• _Saved data entries_

=== Section Start ===

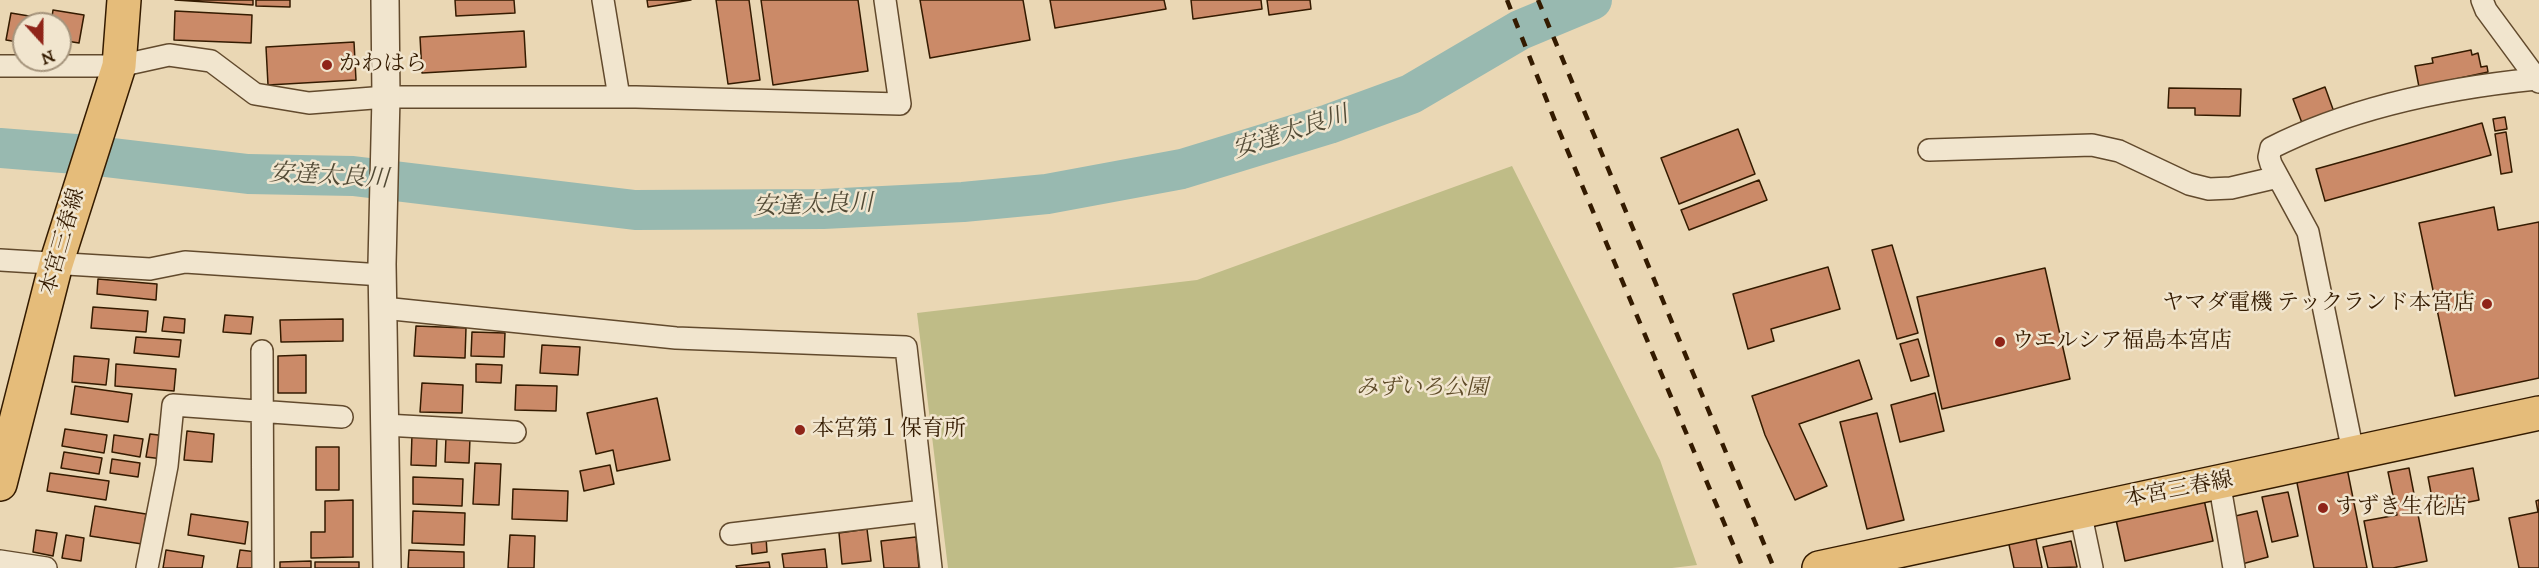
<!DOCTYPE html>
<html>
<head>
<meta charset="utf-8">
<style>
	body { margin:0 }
	#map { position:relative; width:2539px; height:568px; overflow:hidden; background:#ead7b4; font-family:"IM FELL DW Pica",serif }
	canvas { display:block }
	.north { position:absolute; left:12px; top:12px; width:60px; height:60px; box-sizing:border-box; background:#f1e5ce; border:2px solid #a5947c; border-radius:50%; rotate:159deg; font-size:16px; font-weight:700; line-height:24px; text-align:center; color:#341b00 }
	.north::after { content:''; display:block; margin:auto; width:21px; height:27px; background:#8f2418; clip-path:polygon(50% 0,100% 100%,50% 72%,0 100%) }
</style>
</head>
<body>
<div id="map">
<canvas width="2539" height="568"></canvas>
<div class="north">N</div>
</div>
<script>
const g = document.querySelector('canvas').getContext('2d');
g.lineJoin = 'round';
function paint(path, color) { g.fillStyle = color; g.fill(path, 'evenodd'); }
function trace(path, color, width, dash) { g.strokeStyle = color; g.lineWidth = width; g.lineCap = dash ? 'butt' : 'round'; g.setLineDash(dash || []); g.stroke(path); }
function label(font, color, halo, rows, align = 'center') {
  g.font = font + ' "IM FELL DW Pica","Noto Serif JP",serif'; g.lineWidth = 5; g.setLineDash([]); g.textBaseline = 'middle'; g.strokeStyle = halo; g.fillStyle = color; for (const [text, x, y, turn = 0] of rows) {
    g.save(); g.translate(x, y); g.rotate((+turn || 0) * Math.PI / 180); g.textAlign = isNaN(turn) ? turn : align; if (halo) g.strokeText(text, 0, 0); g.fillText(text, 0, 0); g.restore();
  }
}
const green = new Path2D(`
	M 1512,166 L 1660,460 L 1697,565 L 1672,568 L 948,568 L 917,313 L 1197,280 Z`);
const river = new Path2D(`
	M 0,148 L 88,155 L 248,174 L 353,176 L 635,210 L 823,209 L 963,202 L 1047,194 L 1182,169 L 1329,124 L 1411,94 L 1520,30 L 1592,0`);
const building = new Path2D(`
	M 175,0 L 253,0 L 253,5 Z
	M 256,0 L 290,0 L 290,7 L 256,6 Z
	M 455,0 L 514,0 L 515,13 L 456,16 Z
	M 647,0 L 691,0 L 648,7 Z
	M 716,0 L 749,0 L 760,80 L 728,84 Z
	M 761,0 L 858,0 L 868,71 L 773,85 Z
	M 920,0 L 1023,0 L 1030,40 L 930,58 Z
	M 1050,0 L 1164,0 L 1166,9 L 1055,28 Z
	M 1191,0 L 1261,0 L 1262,9 L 1193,19 Z
	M 1267,0 L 1310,0 L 1311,9 L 1269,15 Z
	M 53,10 L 84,15 L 79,43 L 60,40 L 60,24 L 51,24 Z
	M 175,11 L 252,15 L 251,43 L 174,40 Z
	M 11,13 L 47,19 L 46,24 L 24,24 L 24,43 L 6,40 Z
	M 524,31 L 526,67 L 422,73 L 420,37 Z
	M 354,42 L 356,80 L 268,85 L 266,47 Z
	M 2471,50 L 2472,55 L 2478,53 L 2481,67 L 2487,66 L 2488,72 L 2419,87 L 2415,66 L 2433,63 L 2432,58 Z
	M 2325,87 L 2334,112 L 2302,123 L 2293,99 Z
	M 2169,88 L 2241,89 L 2240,116 L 2195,115 L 2195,108 L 2168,108 Z
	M 2505,117 L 2507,129 L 2495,131 L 2493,119 Z
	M 2482,123 L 2491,155 L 2325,201 L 2316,169 Z
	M 1738,129 L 1755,174 L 1679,204 L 1661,158 Z
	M 2506,132 L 2512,172 L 2501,174 L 2495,134 Z
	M 1759,180 L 1767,200 L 1689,230 L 1681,210 Z
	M 2494,207 L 2498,230 L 2539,222 L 2539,378 L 2455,396 L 2419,223 Z
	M 1892,245 L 1918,333 L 1897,339 L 1872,250 Z
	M 1828,267 L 1840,309 L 1771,329 L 1774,341 L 1748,349 L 1733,294 Z
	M 2045,268 L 2070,379 L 1942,409 L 1917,297 Z
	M 98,279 L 157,284 L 156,300 L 97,294 Z
	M 93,307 L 148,311 L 146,332 L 91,328 Z
	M 225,315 L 253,317 L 251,334 L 223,332 Z
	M 164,317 L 185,319 L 184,333 L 162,331 Z
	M 343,319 L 343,341 L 281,342 L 280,320 Z
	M 416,326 L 466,328 L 465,358 L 414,356 Z
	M 472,332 L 505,333 L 504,357 L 471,356 Z
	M 136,337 L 181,340 L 179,357 L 134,353 Z
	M 1918,339 L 1929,376 L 1911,381 L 1900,344 Z
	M 542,345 L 580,347 L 578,375 L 540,373 Z
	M 306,355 L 306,393 L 278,393 L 278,356 Z
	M 74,356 L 109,359 L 106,385 L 72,382 Z
	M 1859,360 L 1872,399 L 1799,424 L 1827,486 L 1795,500 L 1765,435 L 1752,396 Z
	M 116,364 L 176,369 L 174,391 L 115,386 Z
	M 476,364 L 502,365 L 501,383 L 476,382 Z
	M 422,383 L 463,385 L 462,413 L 420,412 Z
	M 516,385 L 557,386 L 556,411 L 515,410 Z
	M 75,386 L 132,394 L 128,422 L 71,414 Z
	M 1935,393 L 1944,431 L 1900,442 L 1891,405 Z
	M 657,398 L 670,460 L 617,471 L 613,450 L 596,454 L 587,413 Z
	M 1877,413 L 1904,520 L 1867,529 L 1840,422 Z
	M 65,429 L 107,435 L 104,453 L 62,446 Z
	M 187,431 L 214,434 L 212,462 L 184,460 Z
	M 150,434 L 166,436 L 163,459 L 146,457 Z
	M 412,434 L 437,435 L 436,466 L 411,465 Z
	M 114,435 L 143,439 L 140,457 L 112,452 Z
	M 446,437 L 470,438 L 469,463 L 445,462 Z
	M 316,447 L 339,447 L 339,490 L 316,490 Z
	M 64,452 L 102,458 L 99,474 L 61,468 Z
	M 112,459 L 140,463 L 138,477 L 110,473 Z
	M 475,463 L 501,464 L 499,505 L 473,504 Z
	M 610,465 L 614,484 L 584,491 L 580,471 Z
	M 2347,468 L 2367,568 L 2314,568 L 2296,478 Z
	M 2409,468 L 2427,561 L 2393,568 L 2373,568 L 2364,521 L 2397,515 L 2388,472 Z
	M 2473,468 L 2479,500 L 2434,509 L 2428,477 Z
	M 50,473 L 109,481 L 106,500 L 47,491 Z
	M 413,477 L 463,479 L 462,506 L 413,504 Z
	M 513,489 L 568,491 L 567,521 L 512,519 Z
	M 2288,492 L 2298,536 L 2272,542 L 2262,497 Z
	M 2203,495 L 2213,541 L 2125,561 L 2115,515 Z
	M 353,500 L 353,557 L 311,558 L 311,532 L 325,532 L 325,501 Z
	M 2539,500 L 2539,568 L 2519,568 L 2509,518 L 2538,512 L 2536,501 Z
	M 95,506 L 146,514 L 142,544 L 90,536 Z
	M 413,511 L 465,513 L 464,545 L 412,543 Z
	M 2257,511 L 2268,557 L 2242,564 L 2231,517 Z
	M 191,514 L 248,522 L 245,544 L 188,535 Z
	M 867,529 L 871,561 L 842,564 L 839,533 Z
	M 36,530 L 57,533 L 53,556 L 33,552 Z
	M 2035,534 L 2042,568 L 2014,568 L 2008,540 Z
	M 66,535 L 84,538 L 81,561 L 62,558 Z
	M 510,535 L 535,536 L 534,568 L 508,568 Z
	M 766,537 L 767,552 L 752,554 L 751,539 Z
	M 916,537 L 919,568 L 884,568 L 881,541 Z
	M 2071,541 L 2077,567 L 2048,568 L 2043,547 Z
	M 825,549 L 827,568 L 784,568 L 782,554 Z
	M 166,550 L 204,556 L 202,568 L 163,568 Z
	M 240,550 L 257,552 L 254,568 L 237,568 Z
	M 409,550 L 464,552 L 464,568 L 408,568 Z
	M 311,561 L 311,568 L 280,568 L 280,562 Z
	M 315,562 L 359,562 L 359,568 L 315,568 Z
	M 769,562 L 770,568 L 737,568 L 736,566 Z`);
const minor = new Path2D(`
	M 603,0 L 619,97
	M 2482,0 L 2486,10 L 2539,82
	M 0,66 L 119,66 L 169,55 L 211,61 L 255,94 L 309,103 L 386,97 L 636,97 L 900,104 L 885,0
	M 1929,150 L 2092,145 L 2119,151 L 2189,184 L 2209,189 L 2231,188 L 2278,177
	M 0,260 L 150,269 L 185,262 L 382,275
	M 383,308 L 676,338 L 906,347 L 931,568
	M 262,351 L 263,568
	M 385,425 L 515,432
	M 2353,452 L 2308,232 L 2271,164 L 2269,157 L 2271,148 C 2352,107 2446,88 2536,79
	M 2219,481 L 2234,568
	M 2080,511 L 2092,568
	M 731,534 L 924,511
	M 0,561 L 46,568
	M 147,568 L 167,466 L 173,405 L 342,417`);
const tertiary = new Path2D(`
	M 385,0 L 386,97 L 382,264 L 387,568`);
const primary = new Path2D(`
	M 0,484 L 56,264 L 119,66 L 124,0
	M 1819,568 L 2539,413`);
const rail = new Path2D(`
	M 1507,0 L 1555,121 L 1743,568
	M 1538,0 L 1774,568`);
const markers = [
	[327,65,6,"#8f2418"],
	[2487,304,6,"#8f2418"],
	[2000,342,6,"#8f2418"],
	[800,430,6,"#8f2418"],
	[2323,508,6,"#8f2418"]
];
const poiNames = [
	["かわはら",339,65],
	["ヤマダ電機 テックランド本宮店",2475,304,"right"],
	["ウエルシア福島本宮店",2012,342],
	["本宮第１保育所",812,430],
	["すずき生花店",2335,508]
];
const streetNames = [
	["本宮三春線",64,242,-74],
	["本宮三春線",2179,491,-11]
];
const parkNames = [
	["みずいろ公園",1422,389]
];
const waterNames = [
	["安達太良川",1291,134,-18],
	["安達太良川",329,178,3],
	["安達太良川",813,207,-2]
];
paint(green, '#bfbc87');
trace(river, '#98b9b0', 40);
paint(building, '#cb8a68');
trace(building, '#341b00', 1.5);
trace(minor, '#624a2d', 24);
trace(tertiary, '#624a2d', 30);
trace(primary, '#341b00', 36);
trace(minor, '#f1e5ce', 21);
trace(tertiary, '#f1e5ce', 27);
trace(primary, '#e5bc7a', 33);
trace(rail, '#341b00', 4.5, [10, 10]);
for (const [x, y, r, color] of markers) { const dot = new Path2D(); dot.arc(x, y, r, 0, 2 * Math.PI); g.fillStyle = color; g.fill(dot); trace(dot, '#f1e5ce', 2); }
label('22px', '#341b00', '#f1e5ce', poiNames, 'left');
label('22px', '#341b00', '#f1e5ce', streetNames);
label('italic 22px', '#5e4b28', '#f1e5ce', parkNames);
label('italic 24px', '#524a35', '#f1e5ce', waterNames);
</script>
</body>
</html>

=== Section End ===

Please give back, exactly as it stands above, the stretch from the line with "content:''; display:block; margin:auto;" through the line with "g.save(); g.translate(x, y);", and no line outside it.

• _EXERCISE OUTPUT_
	.north::after { content:''; display:block; margin:auto; width:21px; height:27px; background:#8f2418; clip-path:polygon(50% 0,100% 100%,50% 72%,0 100%) }
</style>
</head>
<body>
<div id="map">
<canvas width="2539" height="568"></canvas>
<div class="north">N</div>
</div>
<script>
const g = document.querySelector('canvas').getContext('2d');
g.lineJoin = 'round';
function paint(path, color) { g.fillStyle = color; g.fill(path, 'evenodd'); }
function trace(path, color, width, dash) { g.strokeStyle = color; g.lineWidth = width; g.lineCap = dash ? 'butt' : 'round'; g.setLineDash(dash || []); g.stroke(path); }
function label(font, color, halo, rows, align = 'center') {
  g.font = font + ' "IM FELL DW Pica","Noto Serif JP",serif'; g.lineWidth = 5; g.setLineDash([]); g.textBaseline = 'middle'; g.strokeStyle = halo; g.fillStyle = color; for (const [text, x, y, turn = 0] of rows) {
    g.save(); g.translate(x, y); g.rotate((+turn || 0) * Math.PI / 180); g.textAlign = isNaN(turn) ? turn : align; if (halo) g.strokeText(text, 0, 0); g.fillText(text, 0, 0); g.restore();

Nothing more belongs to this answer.